Saved data entries
===============

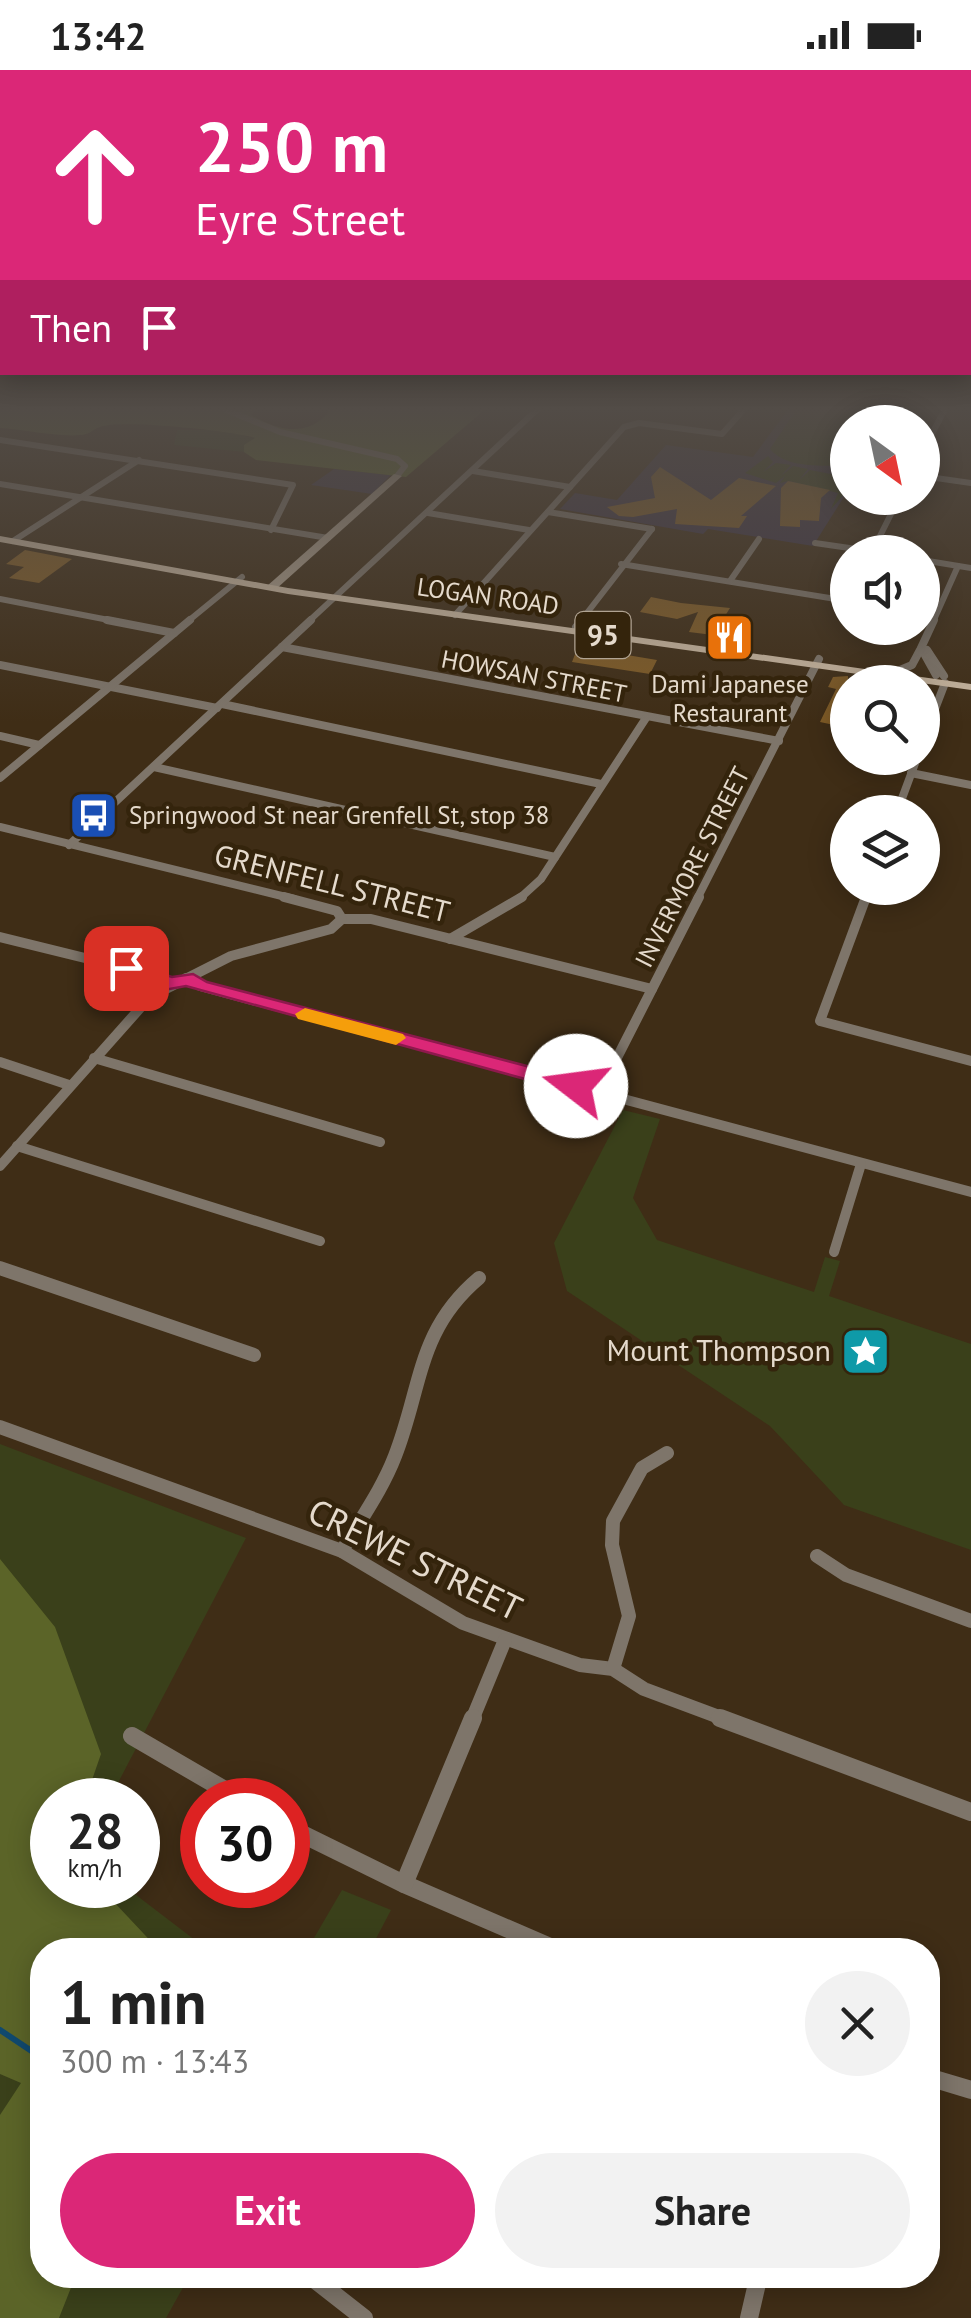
<!DOCTYPE html>
<html lang="en">
<head>
<meta charset="utf-8">
<style>
	:root { --surface:#fff; --page:#f2f2f2; --text:#222; --muted:#767676; --accent:#db2777 }
	body { margin:0; font-family:"PT Sans",sans-serif; background:var(--page); color:var(--text); height:100vh; display:flex; flex-direction:column; font-size:38px; white-space:nowrap }
	* { box-sizing:border-box; margin:0 }
	p { font-size:32px; color:var(--muted) }
	.icon { flex:none; width:55px; height:55px; fill:none; stroke:currentColor; stroke-width:2; stroke-linecap:round; stroke-linejoin:round }
	.map { position:relative; flex:1; overflow:hidden }
	.sheet { position:absolute; left:30px; top:1868px; width:910px; height:350px; display:flex; flex-direction:column; background:var(--surface); border-radius:40px; box-shadow:0 5px 25px #0003 }
	.sheet>* { flex:none }
	.top-card { position:absolute; left:0px; top:0px; width:972px; height:305px; box-shadow:0 5px 25px #0003; background:#db2777; color:#fff; overflow:hidden }
	.needle { width:65px; rotate:147deg }
	.fabs { position:absolute; left:830px; top:335px; display:grid; gap:20px }
	.fabs a { display:grid; place-items:center; width:110px; height:110px; border-radius:50%; background:var(--surface); box-shadow:0 5px 25px #0003; font-size:50px }
	.speed { position:absolute; left:30px; top:1708px; display:flex; gap:20px; font-size:50px; font-weight:700; text-align:center }
	.speed>* { display:grid; place-content:center; width:130px; height:130px; border-radius:50%; background:var(--surface); box-shadow:0 5px 25px #0003; line-height:1 }
	.speed small { font-size:25px; font-weight:400 }
	.speed .limit { border:15px solid #d22; background:#fff; color:#111 }
	.pin { position:absolute; display:grid; place-items:center; width:85px; height:85px; color:#fff; margin:-42px; border-radius:20px; box-shadow:0 5px 15px #0006 }
	.me { position:absolute; width:110px; margin:-55px; rotate:285deg; stroke-linejoin:round; filter:drop-shadow(0 0 8px #0008) }
	.turn { display:flex; align-items:center; gap:35px; height:210px; padding:0 30px; font-size:45px }
	.turn .icon { width:130px; height:130px; stroke-width:2.5 }
	.turn b { display:block; font-size:70px; line-height:85px }
	.then { display:flex; align-items:center; height:95px; padding:0 30px; background:#0003; gap:20px; font-size:38px }
	.round { display:grid; place-items:center; flex:none; width:105px; height:105px; border-radius:52px; background:var(--page) }
	.summary { display:flex; align-items:center; justify-content:space-between; height:170px; padding:0 30px }
	h1 { font-size:60px; font-weight:700; line-height:75px }
	.primary-button { display:flex; gap:20px; margin-top:auto; padding:20px 30px }
	.primary-button a { flex:1; height:115px; border-radius:60px; background:var(--accent); color:#fff; font-size:40px; font-weight:700; line-height:115px; text-align:center }
	.primary-button a+a { background:var(--page); color:var(--text) }
	.status { display:flex; justify-content:space-between; align-items:center; height:70px; padding:0 50px; background:var(--surface); direction:ltr }
	.status svg { height:28px; fill:currentColor }
	.map>svg:first-child { display:block }
	.education { fill:#3e3444 }
	.green { fill:#3a401a }
	.forest { fill:#5b6428 }
	.lines { fill:none; stroke-linecap:round; stroke-linejoin:round }
	.stream { stroke:#10496e; stroke-width:6 }
	.building { fill:#7f5b26 }
	.street-far4 { stroke:#7e756a; stroke-width:6 }
	.street-far3 { stroke:#7e756a; stroke-width:8 }
	.street-far2 { stroke:#7e756a; stroke-width:10 }
	.street-far1 { stroke:#7e756a; stroke-width:14 }
	.street { stroke:#7e756a; stroke-width:18 }
	.secondary { fill:#a99b89; fill-rule:evenodd }
	.primary { fill:#cab8a1; fill-rule:evenodd }
	.route { fill:#db2777; stroke:#8e194d; stroke-width:2.5 }
	.slow { fill:#f59e0b }
	.labels { text-anchor:middle; stroke-width:9; stroke-linejoin:round; paint-order:stroke }
	.far-street-label { font-size:25px; fill:#e5dacc; stroke:#34240c }
	.far-poi-label { font-size:25px; fill:#e5dacc; stroke:#34240c }
	.shield { fill:#34240c; stroke:#b0a392; stroke-width:2.5 }
	.shield-label { font-size:28px; font-weight:bold; fill:#e5dacc }
	.street-label { font-size:30px; fill:#e5dacc; stroke:#34240c }
	.poi-label { font-size:30px; fill:#e5dacc; stroke:#34240c; text-anchor:end }
	.near-street-label { font-size:35px; fill:#e5dacc; stroke:#34240c }
</style>
</head>
<body>
<div class="status"><b>13:42</b><svg viewBox="0 0 49 12"><path d="M0 12V9h3v3zM5 12V6h3v6zM10 12V3h3v9zM15 12V0h3v12zM26 1h20v11H26zM47 4h2v5h-2z"/></svg></div>
<div class="map">
<svg width="971" height="2248" viewBox="0 0 971 2248">
	<rect width="100%" height="100%" fill="#3f2d16"/>
	<g class="education">
		<path d="M 790,337 L 899,337 L 890,352 L 848,352 L 847,422 L 813,476 L 708,459 L 703,464 L 560,439 L 575,423 L 617,430 L 666,375 L 753,387 Z"/>
		<path d="M 334,399 L 391,405 L 372,424 L 311,415 Z"/>
	</g>
	<g class="green">
		<path d="M 798,337 L 898,337 L 888,352 L 848,352 L 847,397 C 824,394 788,400 770,379 Z"/>
		<path d="M 177,360 L 223,360 L 257,369 L 244,375 L 244,382 L 174,375 Z"/>
		<path d="M 768,386 L 773,392 L 763,402 L 776,393 L 791,395 L 781,406 L 793,396 L 808,399 L 799,410 L 810,400 L 841,406 L 847,401 L 847,421 L 831,439 L 838,423 L 789,411 L 780,413 L 785,406 L 776,413 L 745,403 Z"/>
		<path d="M 623,1040 L 660,1049 L 633,1128 L 657,1170 L 814,1222 L 825,1187 L 840,1191 L 829,1226 L 971,1274 L 971,1480 L 844,1435 L 770,1356 L 567,1221 L 554,1173 Z"/>
		<path d="M 0,1374 L 246,1468 L 109,1730 L 52,1730 L 52,1815 L 123,1815 L 208,1880 L 42,1880 L 42,2205 L 190,2205 L 166,2248 L 0,2248 Z"/>
		<path d="M 342,1820 L 391,1840 L 370,1880 L 307,1880 Z"/>
	</g>
	<g class="forest">
		<path d="M 0,337 L 258,337 L 251,345 C 277,360 306,368 328,343 L 326,337 L 488,337 L 406,407 L 256,390 L 244,382 L 244,375 L 255,368 C 232,361 121,349 100,357 C 95,358 91,363 86,364 C 67,369 22,359 0,358 Z"/>
		<path d="M 0,1489 L 55,1557 L 101,1684 L 85,1730 L 52,1730 L 52,1815 L 98,1815 L 159,1880 L 42,1880 L 42,2205 L 76,2205 L 59,2248 L 0,2248 L 0,2045 L 21,2013 L 0,2004 Z"/>
	</g>
	<g class="lines">
		<g class="stream">
			<path d="M 0,1960 L 42,1988"/>
			<path d="M 34,2131 L 42,2120"/>
		</g>
	</g>
	<g class="building">
		<path d="M 660,397 L 711,430 L 739,408 L 776,416 L 741,446 L 747,446 L 739,458 L 675,454 L 677,439 L 633,447 L 619,446 L 607,437 L 655,428 L 651,407 Z"/>
		<path d="M 788,411 L 830,420 L 821,428 L 819,451 L 800,450 L 800,457 L 780,456 L 781,418 Z"/>
		<path d="M 25,480 L 72,489 L 39,513 L 9,508 L 24,497 L 6,494 Z"/>
		<path d="M 651,527 L 681,533 L 730,538 L 713,565 L 689,562 L 698,542 L 677,549 L 640,542 Z"/>
		<path d="M 579,574 L 623,580 L 621,584 L 657,590 L 650,604 L 572,592 Z"/>
		<path d="M 848,606 L 848,658 L 820,652 L 836,619 L 828,617 L 833,607 Z"/>
	</g>
	<g class="lines">
		<g class="street-far4">
			<path d="M 219,337 L 280,362 L 397,389 L 405,396 L 397,406"/>
			<path d="M 0,370 L 293,415 L 271,460"/>
			<path d="M 922,383 L 946,337"/>
			<path d="M 473,401 L 570,417"/>
			<path d="M 922,406 L 971,413"/>
			<path d="M 0,414 L 328,468"/>
			<path d="M 548,442 L 652,459"/>
			<path d="M 428,443 L 529,460"/>
			<path d="M 13,471 L 139,390"/>
			<path d="M 815,473 L 877,482"/>
			<path d="M 872,482 L 899,428"/>
			<path d="M 922,490 L 971,498"/>
			<path d="M 621,494 L 848,531"/>
			<path d="M 730,511 L 759,469"/>
			<path d="M 0,529 L 119,552"/>
			<path d="M 455,545 L 624,357 L 639,353 L 722,364 L 746,337"/>
			<path d="M 187,552 L 242,507"/>
			<path d="M 308,552 L 540,337"/>
			<path d="M 580,552 L 652,459"/>
			<path d="M 933,552 L 958,496"/>
		</g>
		<g class="street-far3">
			<path d="M 107,550 L 174,563"/>
			<path d="M 934,550 L 921,578 L 936,605"/>
			<path d="M 576,557 L 582,550"/>
			<path d="M 282,577 L 779,671"/>
			<path d="M 927,580 L 944,606"/>
			<path d="M 0,595 L 217,638"/>
			<path d="M 900,600 L 912,595 L 920,580"/>
			<path d="M 222,634 L 601,714"/>
			<path d="M 0,666 L 39,675"/>
			<path d="M 922,673 L 945,613"/>
			<path d="M 154,697 L 555,787"/>
			<path d="M 911,703 L 971,715"/>
			<path d="M 0,708 L 190,550"/>
			<path d="M 897,742 L 917,688"/>
			<path d="M 0,757 L 294,829"/>
			<path d="M 69,775 L 311,550"/>
			<path d="M 519,829 L 541,809 L 646,648"/>
			<path d="M 697,829 L 819,589"/>
			<path d="M 865,829 L 869,818"/>
		</g>
		<g class="street-far2">
			<path d="M 284,827 L 337,841 L 342,849 L 371,849 L 652,919"/>
			<path d="M 866,827 L 820,951 L 971,991"/>
			<path d="M 0,867 L 158,906 L 171,916"/>
			<path d="M 450,869 L 522,827"/>
			<path d="M 186,908 L 200,916 L 971,1122"/>
			<path d="M 94,988 L 380,1072"/>
			<path d="M 0,992 L 69,1015"/>
			<path d="M 599,1023 L 699,827"/>
			<path d="M 17,1076 L 320,1171"/>
			<path d="M 0,1096 L 150,927 L 231,886 L 331,859 L 342,849"/>
			<path d="M 834,1182 L 861,1094"/>
		</g>
		<g class="street-far1">
			<path d="M 0,1198 L 254,1285"/>
			<path d="M 0,1357 L 342,1481 L 463,1553 L 580,1595 L 613,1599 L 644,1619 L 727,1650"/>
			<path d="M 342,1481 C 360,1450 382,1420 395,1386 C 422,1317 417,1260 479,1208"/>
			<path d="M 817,1486 L 846,1505 L 971,1551"/>
			<path d="M 613,1599 L 629,1546 L 612,1475 L 613,1451 L 642,1398 L 667,1383"/>
			<path d="M 472,1650 L 505,1570"/>
		</g>
		<g class="street">
			<path d="M 720,1648 L 971,1742"/>
			<path d="M 132,1666 L 242,1730"/>
			<path d="M 288,1757 L 404,1814 L 557,1880"/>
			<path d="M 404,1814 L 473,1648"/>
			<path d="M 928,2007 L 971,2020"/>
			<path d="M 309,2205 L 364,2248"/>
			<path d="M 749,2248 L 759,2205"/>
		</g>
		<path class="secondary" d="M 394,404 L 402,406 L 275,520 L 267,520 L 267,516 Z"/>
		<path class="primary" d="M 0,466 L 288,518 L 971,614 L 971,620 L 288,524 L 0,472 Z"/>
	</g>
	<linearGradient id="sky" x2="0" y2="1"><stop stop-color="#23190c"/><stop offset="0.52" stop-color="#524c47"/><stop offset="1" stop-color="#524c47" stop-opacity="0"/></linearGradient>
	<rect width="971" height="652" fill="url(#sky)"/>
	<path class="route" d="M 126,892 L 172,907 L 193,904 L 207,912 L 576,1009 L 586,1016 L 576,1023 L 186,916 L 164,920 L 151,911 L 119,903 L 119,894 Z"/>
	<path class="slow" d="M 305,938 L 403,964 L 406,968 L 396,975 L 298,949 L 295,944 Z"/>
	<defs>
		<symbol id="restaurant-square" viewBox="-11 -11 22 22"><rect x="-9" y="-9" width="18" height="18" rx="4" fill="#e8710a" stroke="#34240c"/><path d="M-5-6h1v4h1v-4h1v4h1v-4h1v5L-1.5 .5V6h-2V.5L-5-1ZM5-6V6H3V1.5H1.5Q1.5-4 5-6Z" fill="#fff"/></symbol>
		<symbol id="bus-square" viewBox="-11 -11 22 22"><rect x="-9" y="-9" width="18" height="18" rx="4" fill="#1a4fb4" stroke="#34240c"/><path d="M-5-6H5V4H4V6H2V4H-2V6H-4V4H-5ZM-3.5-4V0h7V-4ZM-3.5 1.2v1.5H-2V1.2ZM2 1.2v1.5H3.5V1.2Z" fill="#fff"/></symbol>
		<symbol id="sight-square" viewBox="-11 -11 22 22"><rect x="-9" y="-9" width="18" height="18" rx="4" fill="#0f9aa8" stroke="#34240c"/><path d="M0-6L1.8-2.2L6-1.7L2.9 1.2L3.7 5.4L0 3.3L-3.7 5.4L-2.9 1.2L-6-1.7L-1.8-2.2Z" fill="#fff"/></symbol>
	</defs>
	<g fill-rule="evenodd">
		<use href="#restaurant-square" x="702" y="540" width="55" height="55"/>
		<use href="#bus-square" x="66" y="718" width="55" height="55"/>
		<use href="#sight-square" x="838" y="1254" width="55" height="55"/>
	</g>
	<g class="labels">
		<g class="far-street-label">
			<text transform="translate(488 526) rotate(8)" y="9">LOGAN ROAD</text>
			<text transform="translate(534 606) rotate(11)" y="9">HOWSAN STREET</text>
			<text transform="translate(692 797) rotate(-63)" y="9">INVERMORE STREET</text>
		</g>
		<g class="far-poi-label">
			<text x="730" y="623">Dami Japanese<tspan x="730" dy="29">Restaurant</tspan></text>
			<text x="129" y="754" text-anchor="start">Springwood St near Grenfell St, stop 38</text>
		</g>
		<rect class="shield" x="575.5" y="542" width="55" height="46" rx="8"/>
		<g class="shield-label">
			<text x="603" y="575">95</text>
		</g>
		<g class="street-label">
			<text transform="translate(332 814) rotate(14)" y="10">GRENFELL STREET</text>
		</g>
		<g class="poi-label">
			<text x="831" y="1291">Mount Thompson</text>
		</g>
		<g class="near-street-label">
			<text transform="translate(415 1490) rotate(26)" y="12">CREWE STREET</text>
		</g>
	</g>
</svg>
<div class="fabs">
<a><svg class="needle" viewBox="-14 -14 28 28"><path d="M0-13l5 13h-10z" fill="#e53935"/><path d="M0 13l5-13h-10z" fill="#767676"/></svg></a>
<a><svg class="icon" aria-label="sound" viewBox="0 0 24 24"><path d="M4 9h4l5-4v14l-5-4H4zM17 9q2 3 0 6"/></svg></a>
<a><svg class="icon" aria-label="search" viewBox="0 0 24 24"><circle cx="10" cy="10" r="6"/><path d="M15 15l6 6"/></svg></a>
<a><svg class="icon" aria-label="layers" viewBox="0 0 24 24"><path d="M12 4l9 5-9 5-9-5zM3 14l9 5 9-5"/></svg></a>
</div>
<div class="speed"><div>28<small>km/h</small></div><div class="limit">30</div></div>
<div class="pin" style="left:126px;top:898px;background:#d93025"><svg class="icon" aria-label="arrive" viewBox="0 0 24 24"><path d="M6 21V4h12l-3 4 3 4H6"/></svg></div>
<svg class="me" style="left:576px;top:1016px" viewBox="-20 -20 40 40"><circle r="19" fill="#fff"/><path d="M0-13L10 11 0 6-10 11z" fill="#db2777"/></svg>
<div class="top-card">
<div class="turn"><svg class="icon" aria-label="ahead" viewBox="0 0 24 24"><path d="M12 20V5M6 11l6-6 6 6"/></svg><div><b>250 m</b>Eyre Street</div></div>
<div class="then">Then<svg class="icon" aria-label="arrive" viewBox="0 0 24 24"><path d="M6 21V4h12l-3 4 3 4H6"/></svg></div>
</div>
<section class="sheet">
<div class="summary"><div><h1>1 min</h1><p>300 m · 13:43</p></div><a class="round"><svg class="icon" aria-label="close" viewBox="0 0 24 24"><path d="M6 6l12 12M18 6L6 18"/></svg></a></div>
<div class="primary-button"><a>Exit</a><a>Share</a></div>
</section>
</div>
</body>
</html>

===============

TASK PROMPT: Starting at the line that contains "position:absolute; width:110px; margin:-55px;" and stopping after the line that contains "width:130px; height:130px; stroke-width:2.5", write out every line exactly as it appears above, and no other line.

ANSWER TO THIS EXERCISE:
	.me { position:absolute; width:110px; margin:-55px; rotate:285deg; stroke-linejoin:round; filter:drop-shadow(0 0 8px #0008) }
	.turn { display:flex; align-items:center; gap:35px; height:210px; padding:0 30px; font-size:45px }
	.turn .icon { width:130px; height:130px; stroke-width:2.5 }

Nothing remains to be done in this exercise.